→ **EXERCISE DESCRIPTION**:
Give the listing again, word for word, and let no picture into it.

Content starts

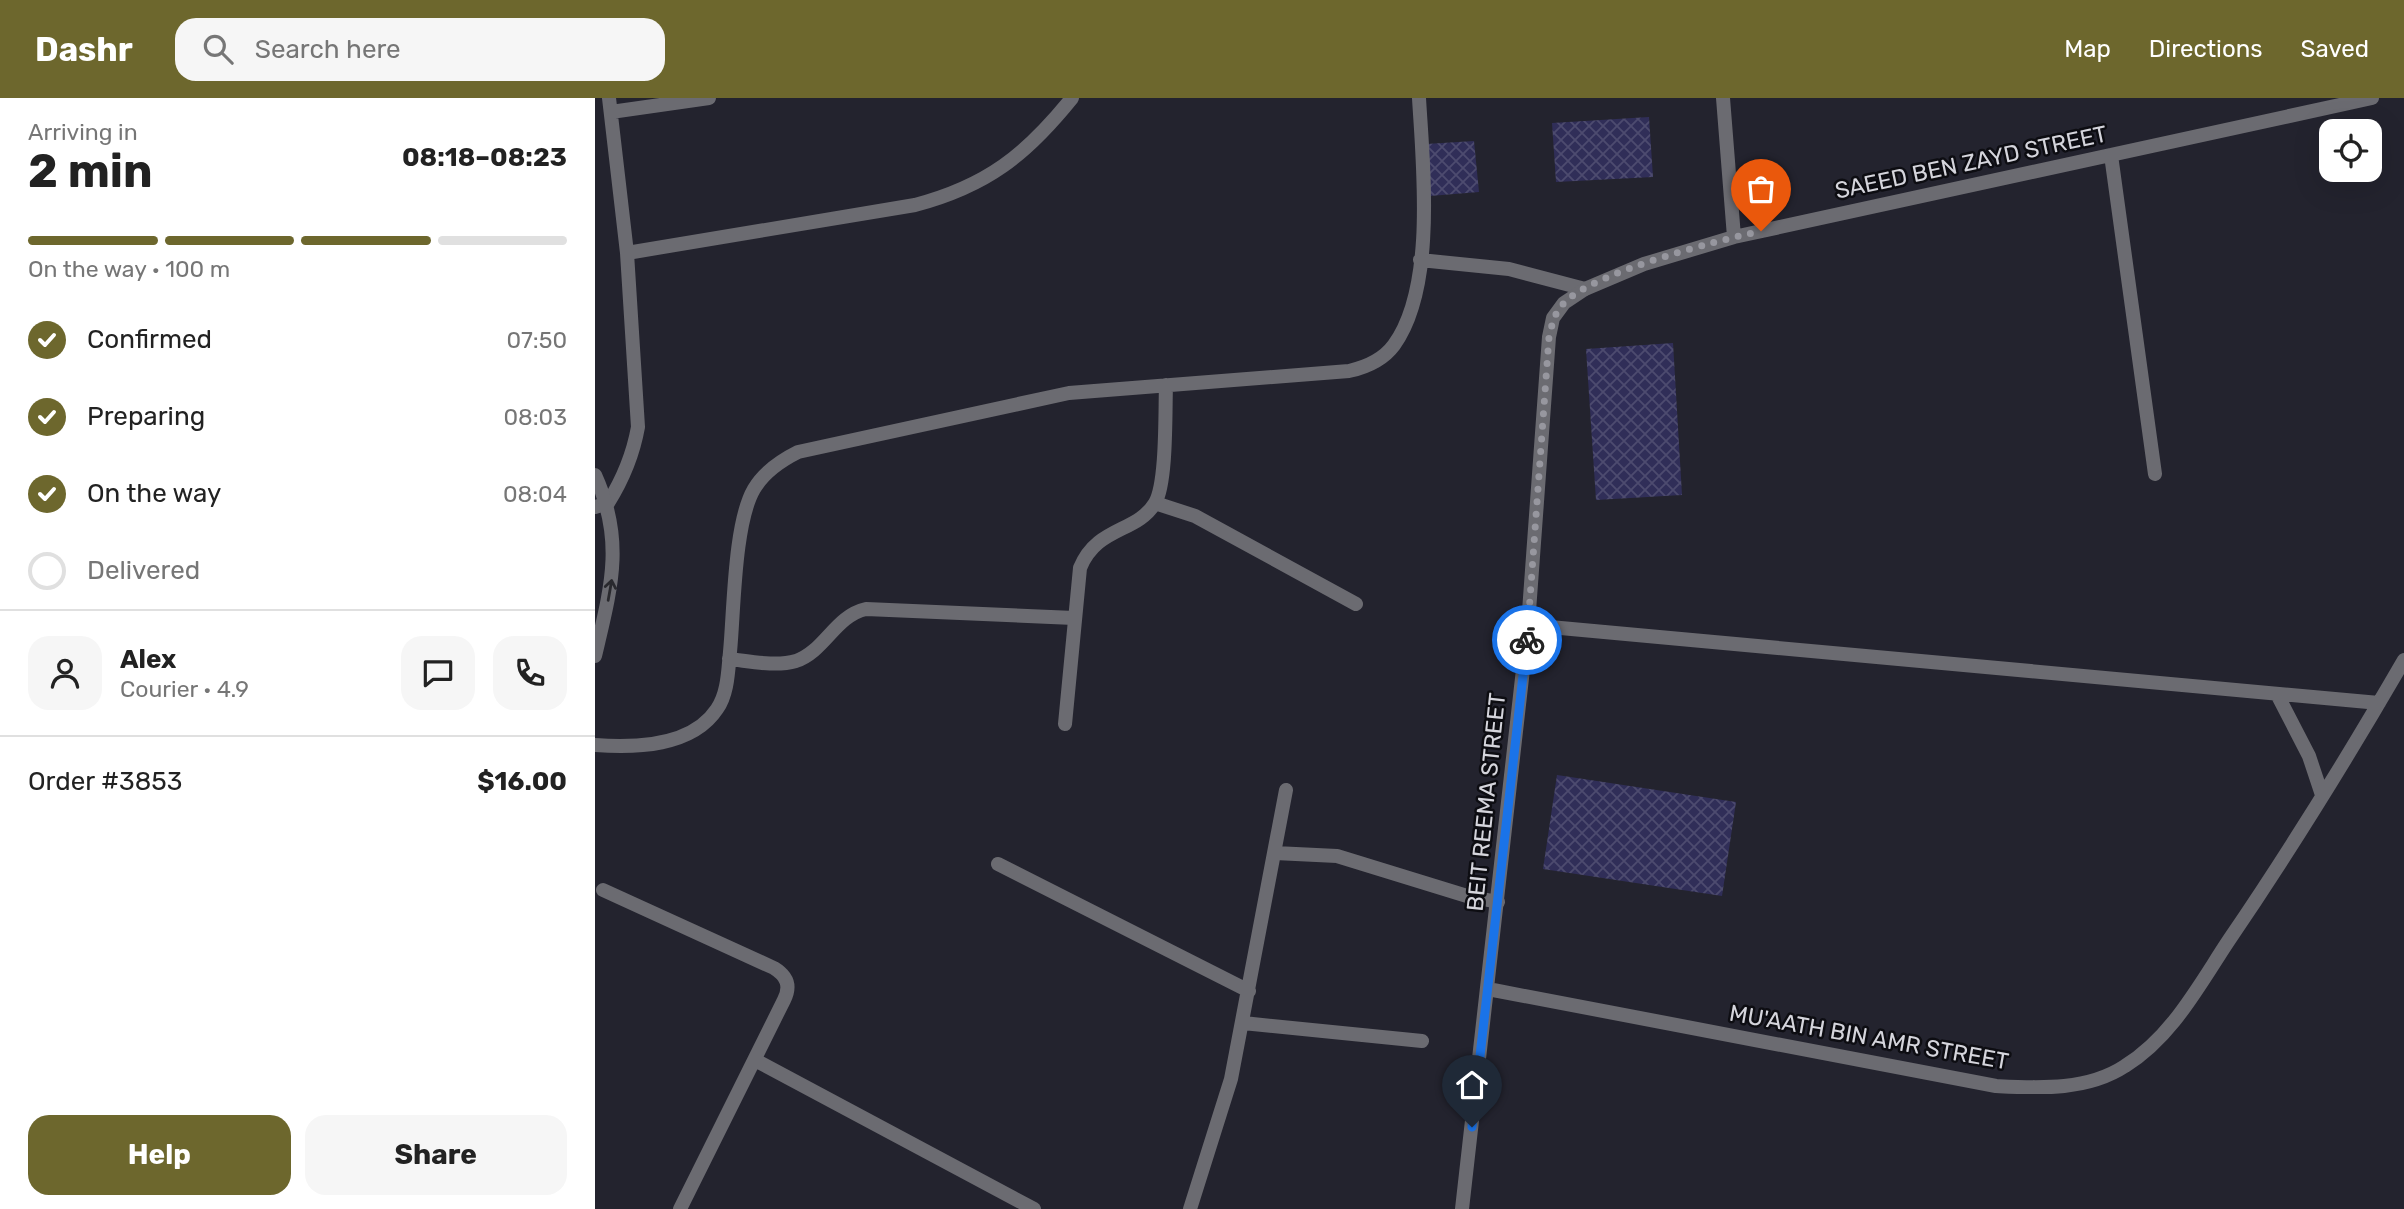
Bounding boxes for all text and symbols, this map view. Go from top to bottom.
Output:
search box [175,18,665,81]
text: Dashr [35,30,133,69]
icon: search [199,30,237,68]
text: Search here [255,34,401,65]
text: Map [2064,35,2111,63]
text: Directions [2149,35,2262,63]
text: Saved [2300,35,2369,63]
text: Arriving in [28,118,138,146]
street label: SAEED BEN ZAYD STREET [1832,119,2110,205]
map controls [2319,119,2382,182]
button: locate [2319,119,2382,182]
text: 08:18–08:23 [402,142,567,173]
text: 2 min [28,144,153,199]
pin [1731,159,1791,231]
icon: bag [1742,170,1780,208]
text: On the way · 100 m [28,255,230,283]
icon: check [28,321,66,359]
text: Confirmed [87,324,212,355]
text: 07:50 [506,326,567,354]
icon: check [28,398,66,436]
text: Preparing [87,401,205,432]
text: 08:03 [503,403,567,431]
icon: check [28,475,66,513]
text: On the way [87,478,221,509]
text: 08:04 [503,480,567,508]
text: Delivered [87,555,200,586]
one-way arrow [604,579,617,602]
courier [1492,605,1562,675]
icon: bike [1508,621,1546,659]
button: person [28,636,102,710]
button: chat [401,636,475,710]
button: phone [493,636,567,710]
text: Alex [120,644,176,675]
text: Courier · 4.9 [120,675,249,703]
street label: BEIT REEMA STREET [1461,691,1511,913]
text: Order #3853 [28,766,182,797]
text: $16.00 [477,766,567,797]
street label: MU'AATH BIN AMR STREET [1727,999,2011,1075]
pin [1442,1055,1502,1127]
icon: home [1453,1066,1491,1104]
button: Help [28,1115,291,1195]
button: Share [305,1115,567,1195]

Content ends

→ **RESPONSE TO THE EXERCISE**:
Bounding boxes for all text and symbols, this map view. Go from top to bottom.
Output:
search box [175,18,665,81]
text: Dashr [35,30,133,69]
icon: search [199,30,237,68]
text: Search here [255,34,401,65]
text: Map [2064,35,2111,63]
text: Directions [2149,35,2262,63]
text: Saved [2300,35,2369,63]
text: Arriving in [28,118,138,146]
street label: SAEED BEN ZAYD STREET [1832,119,2110,205]
map controls [2319,119,2382,182]
button: locate [2319,119,2382,182]
text: 08:18–08:23 [402,142,567,173]
text: 2 min [28,144,153,199]
pin [1731,159,1791,231]
icon: bag [1742,170,1780,208]
text: On the way · 100 m [28,255,230,283]
icon: check [28,321,66,359]
text: Confirmed [87,324,212,355]
text: 07:50 [506,326,567,354]
icon: check [28,398,66,436]
text: Preparing [87,401,205,432]
text: 08:03 [503,403,567,431]
icon: check [28,475,66,513]
text: On the way [87,478,221,509]
text: 08:04 [503,480,567,508]
text: Delivered [87,555,200,586]
one-way arrow [604,579,617,602]
courier [1492,605,1562,675]
icon: bike [1508,621,1546,659]
button: person [28,636,102,710]
button: chat [401,636,475,710]
button: phone [493,636,567,710]
text: Alex [120,644,176,675]
text: Courier · 4.9 [120,675,249,703]
street label: BEIT REEMA STREET [1461,691,1511,913]
text: Order #3853 [28,766,182,797]
text: $16.00 [477,766,567,797]
street label: MU'AATH BIN AMR STREET [1727,999,2011,1075]
pin [1442,1055,1502,1127]
icon: home [1453,1066,1491,1104]
button: Help [28,1115,291,1195]
button: Share [305,1115,567,1195]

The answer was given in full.